_Provided records_.
****

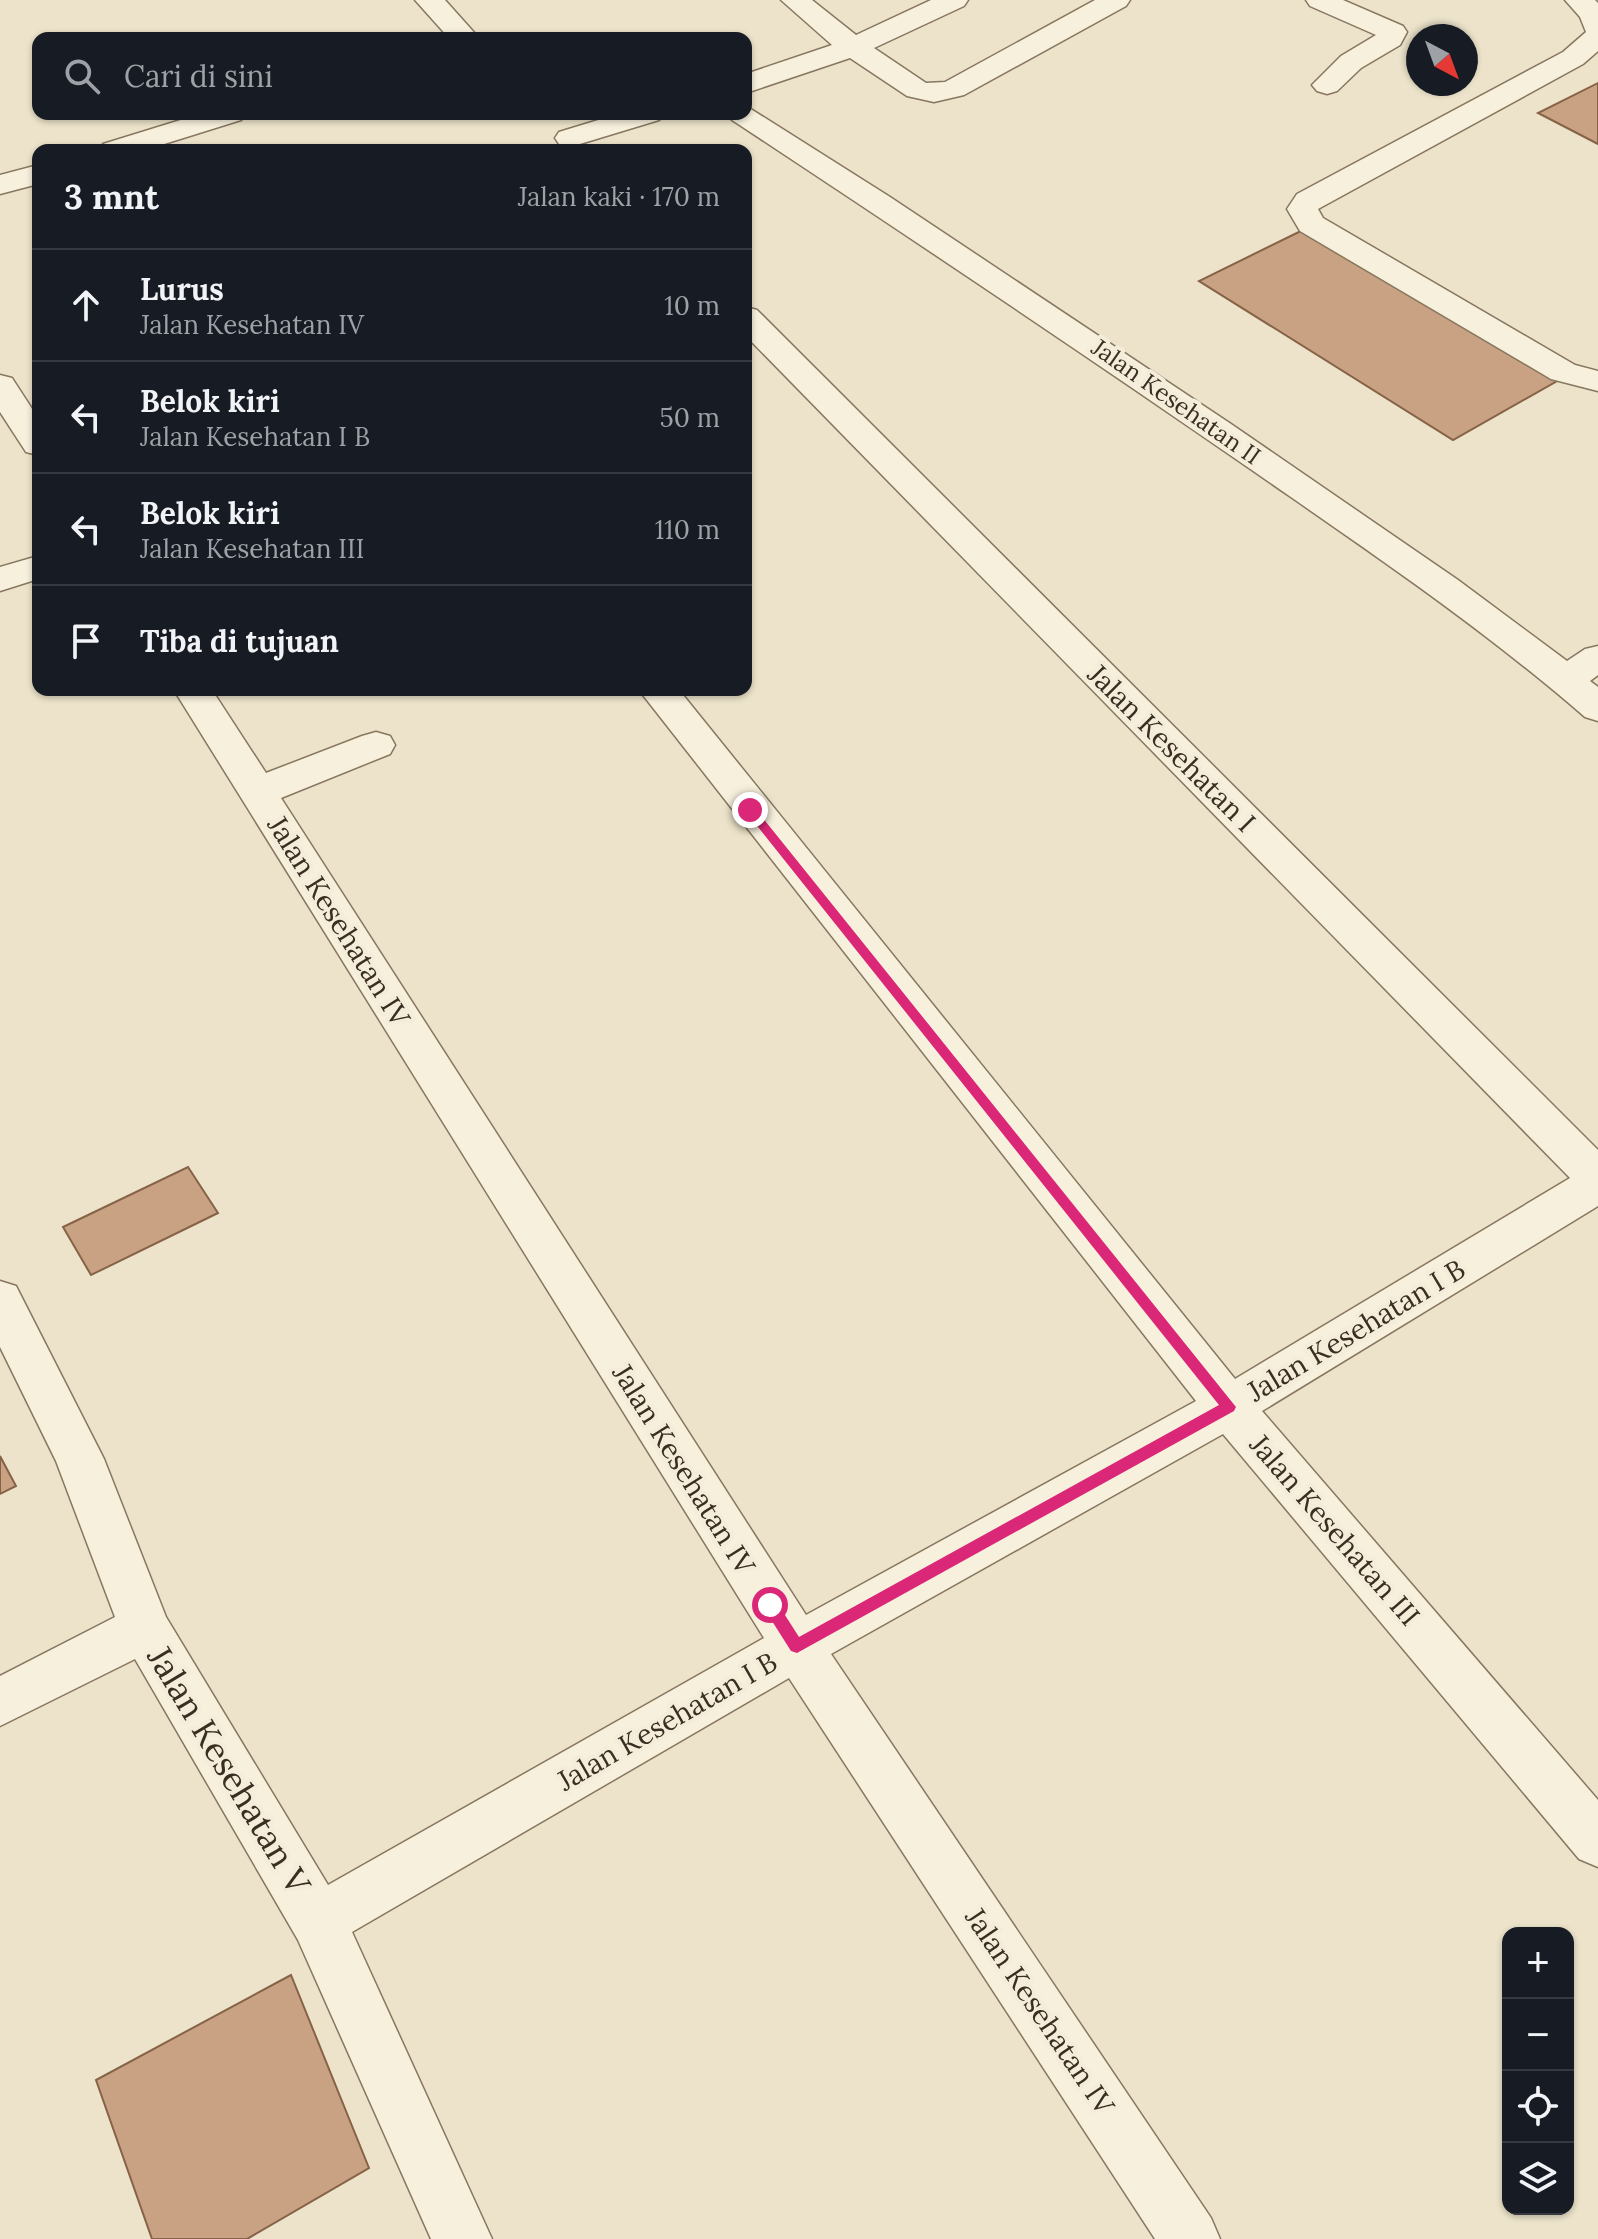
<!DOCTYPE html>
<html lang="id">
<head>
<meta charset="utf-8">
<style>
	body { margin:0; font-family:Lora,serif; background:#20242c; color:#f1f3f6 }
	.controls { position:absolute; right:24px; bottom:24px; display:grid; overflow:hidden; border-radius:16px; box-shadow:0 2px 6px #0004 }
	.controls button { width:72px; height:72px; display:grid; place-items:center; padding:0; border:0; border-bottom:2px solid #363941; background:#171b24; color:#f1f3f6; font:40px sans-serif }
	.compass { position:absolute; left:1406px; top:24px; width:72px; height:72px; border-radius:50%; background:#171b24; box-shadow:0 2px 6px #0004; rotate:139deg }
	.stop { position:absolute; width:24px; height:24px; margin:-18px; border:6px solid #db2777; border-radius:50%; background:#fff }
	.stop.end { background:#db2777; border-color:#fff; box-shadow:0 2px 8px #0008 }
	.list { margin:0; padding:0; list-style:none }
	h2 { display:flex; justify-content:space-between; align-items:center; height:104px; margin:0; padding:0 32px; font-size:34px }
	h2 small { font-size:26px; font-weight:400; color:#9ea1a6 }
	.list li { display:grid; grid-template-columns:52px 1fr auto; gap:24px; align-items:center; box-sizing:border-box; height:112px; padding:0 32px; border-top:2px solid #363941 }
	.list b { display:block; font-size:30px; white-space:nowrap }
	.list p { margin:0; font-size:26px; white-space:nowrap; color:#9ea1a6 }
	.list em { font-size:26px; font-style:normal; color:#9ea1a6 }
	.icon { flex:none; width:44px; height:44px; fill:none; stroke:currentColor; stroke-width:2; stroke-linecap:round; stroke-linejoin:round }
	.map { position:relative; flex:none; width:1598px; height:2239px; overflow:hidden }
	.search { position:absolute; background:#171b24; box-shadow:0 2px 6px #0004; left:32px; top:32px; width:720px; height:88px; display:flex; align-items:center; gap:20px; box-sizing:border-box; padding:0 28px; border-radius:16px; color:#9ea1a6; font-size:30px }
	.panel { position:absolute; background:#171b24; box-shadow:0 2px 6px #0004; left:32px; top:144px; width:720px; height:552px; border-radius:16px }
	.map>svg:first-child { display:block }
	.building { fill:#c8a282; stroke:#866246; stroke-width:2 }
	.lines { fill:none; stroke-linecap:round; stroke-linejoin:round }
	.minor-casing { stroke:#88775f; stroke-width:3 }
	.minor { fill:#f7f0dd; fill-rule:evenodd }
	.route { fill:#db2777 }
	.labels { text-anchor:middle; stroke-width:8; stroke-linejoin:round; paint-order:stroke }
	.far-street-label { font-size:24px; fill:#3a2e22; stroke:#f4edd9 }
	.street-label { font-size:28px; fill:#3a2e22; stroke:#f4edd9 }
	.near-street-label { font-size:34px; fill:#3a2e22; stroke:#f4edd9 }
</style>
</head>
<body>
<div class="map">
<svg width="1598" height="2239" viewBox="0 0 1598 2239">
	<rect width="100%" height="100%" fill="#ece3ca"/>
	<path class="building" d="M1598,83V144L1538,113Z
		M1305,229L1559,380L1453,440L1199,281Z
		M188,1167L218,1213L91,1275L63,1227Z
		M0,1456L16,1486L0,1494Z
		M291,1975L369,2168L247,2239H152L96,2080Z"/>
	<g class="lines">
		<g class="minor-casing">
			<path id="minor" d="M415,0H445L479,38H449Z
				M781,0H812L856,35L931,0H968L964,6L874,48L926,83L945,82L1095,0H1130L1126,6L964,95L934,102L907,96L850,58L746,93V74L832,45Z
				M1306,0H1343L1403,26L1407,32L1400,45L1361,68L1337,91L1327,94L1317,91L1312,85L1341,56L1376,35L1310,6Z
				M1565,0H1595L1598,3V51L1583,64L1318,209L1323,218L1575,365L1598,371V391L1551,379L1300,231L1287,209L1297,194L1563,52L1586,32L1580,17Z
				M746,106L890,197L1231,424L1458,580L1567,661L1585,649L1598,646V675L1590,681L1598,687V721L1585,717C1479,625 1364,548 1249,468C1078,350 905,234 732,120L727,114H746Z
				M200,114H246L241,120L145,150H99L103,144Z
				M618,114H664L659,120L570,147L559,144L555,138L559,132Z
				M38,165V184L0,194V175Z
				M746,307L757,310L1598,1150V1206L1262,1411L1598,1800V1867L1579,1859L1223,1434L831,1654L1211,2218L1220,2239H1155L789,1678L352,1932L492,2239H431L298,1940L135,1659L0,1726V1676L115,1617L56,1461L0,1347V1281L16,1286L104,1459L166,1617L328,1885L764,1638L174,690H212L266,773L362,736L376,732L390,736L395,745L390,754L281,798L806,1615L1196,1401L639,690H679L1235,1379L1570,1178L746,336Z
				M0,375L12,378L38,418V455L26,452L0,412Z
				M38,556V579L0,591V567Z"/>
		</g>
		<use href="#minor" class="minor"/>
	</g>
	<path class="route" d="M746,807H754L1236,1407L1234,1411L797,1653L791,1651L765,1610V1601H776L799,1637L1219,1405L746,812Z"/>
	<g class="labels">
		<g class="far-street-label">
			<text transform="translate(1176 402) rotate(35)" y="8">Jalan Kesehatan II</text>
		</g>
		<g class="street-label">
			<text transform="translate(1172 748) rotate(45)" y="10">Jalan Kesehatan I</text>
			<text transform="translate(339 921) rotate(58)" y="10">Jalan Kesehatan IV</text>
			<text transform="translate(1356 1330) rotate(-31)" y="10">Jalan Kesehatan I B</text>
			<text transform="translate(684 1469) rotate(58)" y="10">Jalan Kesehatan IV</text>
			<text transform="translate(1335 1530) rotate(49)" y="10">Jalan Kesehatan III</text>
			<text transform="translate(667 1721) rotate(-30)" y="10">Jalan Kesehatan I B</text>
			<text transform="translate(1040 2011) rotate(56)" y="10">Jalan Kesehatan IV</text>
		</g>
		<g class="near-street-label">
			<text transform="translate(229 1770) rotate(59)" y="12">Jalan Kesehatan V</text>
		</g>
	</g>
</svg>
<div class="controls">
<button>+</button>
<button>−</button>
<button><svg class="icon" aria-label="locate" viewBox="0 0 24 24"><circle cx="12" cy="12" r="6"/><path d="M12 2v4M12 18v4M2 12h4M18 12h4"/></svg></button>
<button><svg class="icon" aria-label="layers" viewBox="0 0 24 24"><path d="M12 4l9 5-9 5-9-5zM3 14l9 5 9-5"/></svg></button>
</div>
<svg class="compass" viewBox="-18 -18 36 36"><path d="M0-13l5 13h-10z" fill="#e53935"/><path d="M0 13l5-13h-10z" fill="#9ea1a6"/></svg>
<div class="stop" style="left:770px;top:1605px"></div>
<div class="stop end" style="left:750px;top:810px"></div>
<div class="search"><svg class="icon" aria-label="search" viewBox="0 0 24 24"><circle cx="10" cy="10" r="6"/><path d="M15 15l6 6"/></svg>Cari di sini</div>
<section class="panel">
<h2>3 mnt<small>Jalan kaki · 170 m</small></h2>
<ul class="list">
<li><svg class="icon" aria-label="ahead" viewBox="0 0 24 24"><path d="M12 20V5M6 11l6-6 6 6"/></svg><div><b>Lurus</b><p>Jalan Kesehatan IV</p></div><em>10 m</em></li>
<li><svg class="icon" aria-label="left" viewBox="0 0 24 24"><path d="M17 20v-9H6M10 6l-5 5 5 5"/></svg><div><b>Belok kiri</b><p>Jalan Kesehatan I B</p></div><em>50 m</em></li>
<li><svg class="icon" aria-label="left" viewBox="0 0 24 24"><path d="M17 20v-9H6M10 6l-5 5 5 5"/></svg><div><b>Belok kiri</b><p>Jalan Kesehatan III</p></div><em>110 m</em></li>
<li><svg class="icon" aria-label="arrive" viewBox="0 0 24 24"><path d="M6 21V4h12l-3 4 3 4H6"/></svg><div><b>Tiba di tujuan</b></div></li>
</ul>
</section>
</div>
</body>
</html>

****

_Task statement_. For the string "solid", filter the data and copy out each line where it occurs.

_Your response_.
	.controls button { width:72px; height:72px; display:grid; place-items:center; padding:0; border:0; border-bottom:2px solid #363941; background:#171b24; color:#f1f3f6; font:40px sans-serif }
	.stop { position:absolute; width:24px; height:24px; margin:-18px; border:6px solid #db2777; border-radius:50%; background:#fff }
	.list li { display:grid; grid-template-columns:52px 1fr auto; gap:24px; align-items:center; box-sizing:border-box; height:112px; padding:0 32px; border-top:2px solid #363941 }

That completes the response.